• _ABOUT THIS EXERCISE_
Each entry below must be repeated exactly. Leave the pictures out of it.

══ SOURCE DATA ══

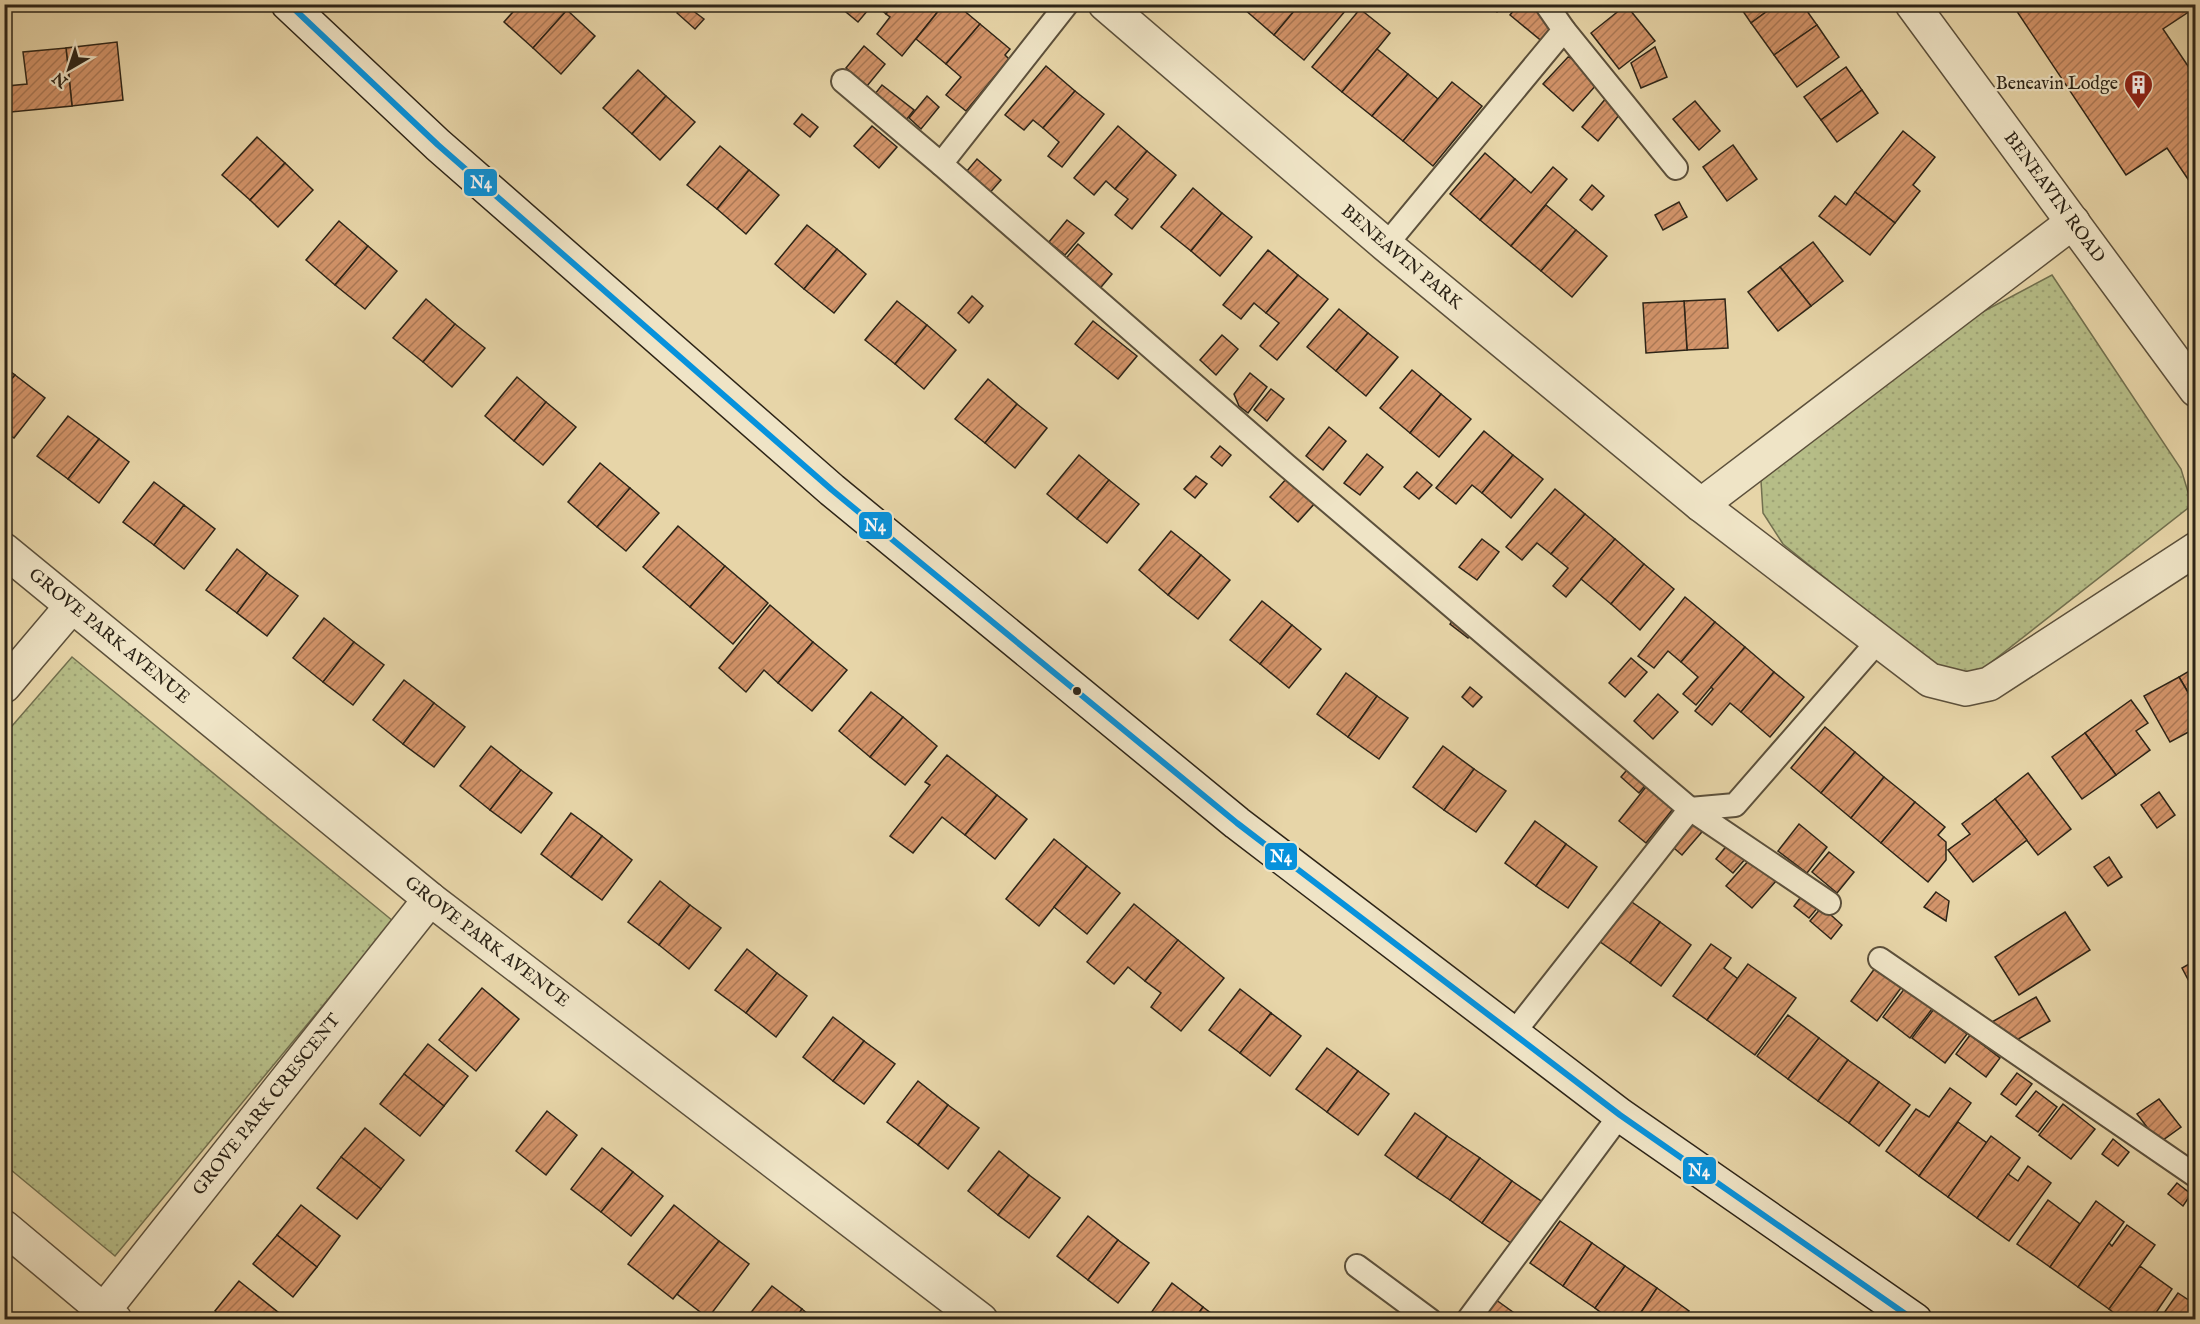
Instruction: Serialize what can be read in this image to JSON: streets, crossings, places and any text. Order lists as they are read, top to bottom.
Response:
{
  "streets": {
    "street": [
      "BENEAVIN ROAD",
      "BENEAVIN PARK",
      "GROVE PARK AVENUE",
      "GROVE PARK CRESCENT"
    ]
  },
  "crossings": [
    ["GROVE PARK AVENUE", "GROVE PARK CRESCENT"]
  ],
  "places": {
    "building": ["Beneavin Lodge"]
  },
  "lines": ["transit line N4"],
  "north": "bottom left"
}
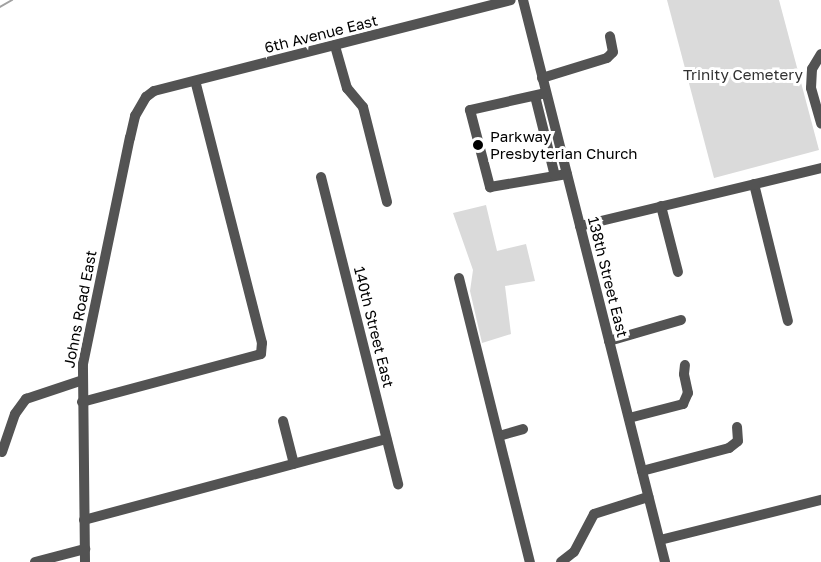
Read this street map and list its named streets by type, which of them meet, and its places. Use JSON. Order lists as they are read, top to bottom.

═══

• _WRITTEN ANSWER_
Instruction: Serialize what can be read in this image to JSON: streets, crossings, places and any text. Order lists as they are read, top to bottom.
Response:
{
  "streets": {
    "street": [
      "BENEAVIN ROAD",
      "BENEAVIN PARK",
      "GROVE PARK AVENUE",
      "GROVE PARK CRESCENT"
    ]
  },
  "crossings": [
    ["GROVE PARK AVENUE", "GROVE PARK CRESCENT"]
  ],
  "places": {
    "building": ["Beneavin Lodge"]
  },
  "lines": ["transit line N4"],
  "north": "bottom left"
}
Read this street map and list its named streets by type, which of them meet, and its places. Use JSON. Order lists as they are read, top to bottom.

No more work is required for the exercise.